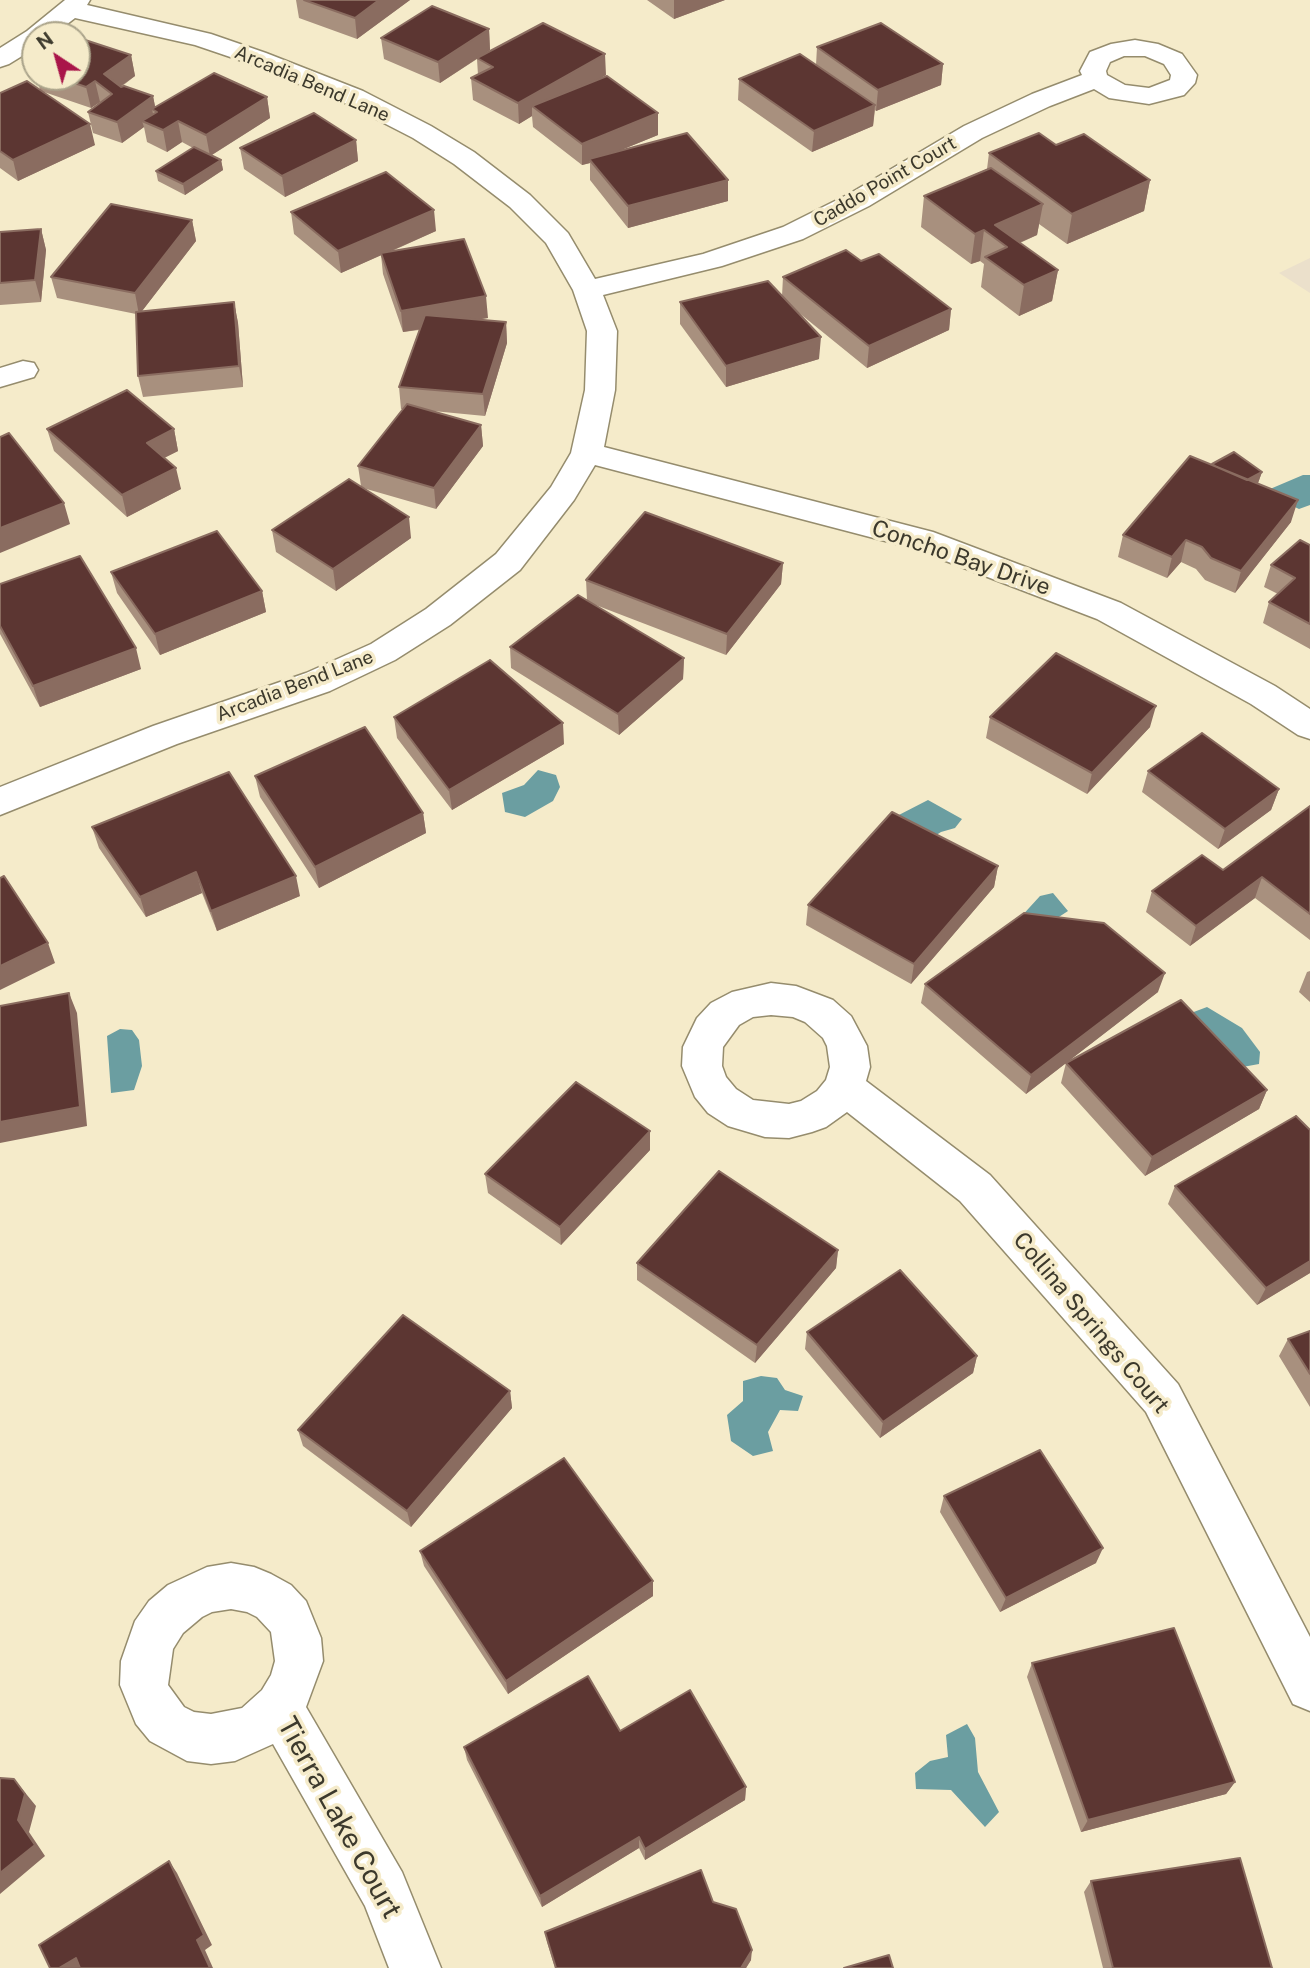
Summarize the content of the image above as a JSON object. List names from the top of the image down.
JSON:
{
  "streets": {
    "street": [
      "Arcadia Bend Lane",
      "Caddo Point Court",
      "Concho Bay Drive",
      "Collina Springs Court",
      "Tierra Lake Court"
    ]
  },
  "crossings": [
    ["Arcadia Bend Lane", "Caddo Point Court"],
    ["Arcadia Bend Lane", "Concho Bay Drive"]
  ],
  "north": "top left"
}
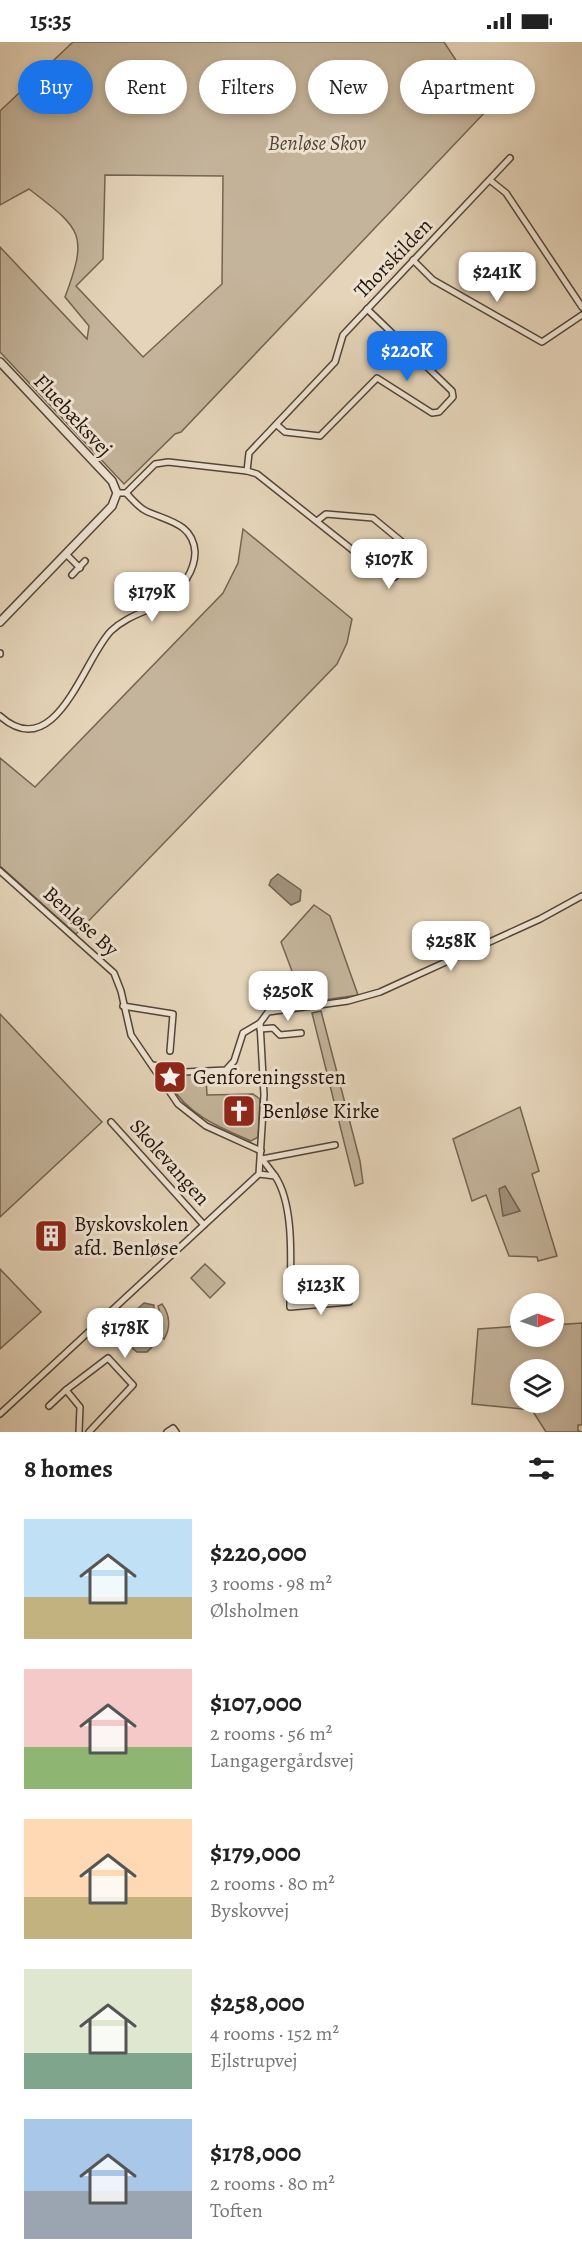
-=-=-
The result should be an exact repetition of all the records. Drop the pictures.

Summarize the content of the image above as a JSON object. List names from the top of the image down.
JSON:
{
  "streets": {
    "street": [
      "Arcadia Bend Lane",
      "Caddo Point Court",
      "Concho Bay Drive",
      "Collina Springs Court",
      "Tierra Lake Court"
    ]
  },
  "crossings": [
    ["Arcadia Bend Lane", "Caddo Point Court"],
    ["Arcadia Bend Lane", "Concho Bay Drive"]
  ],
  "north": "top left"
}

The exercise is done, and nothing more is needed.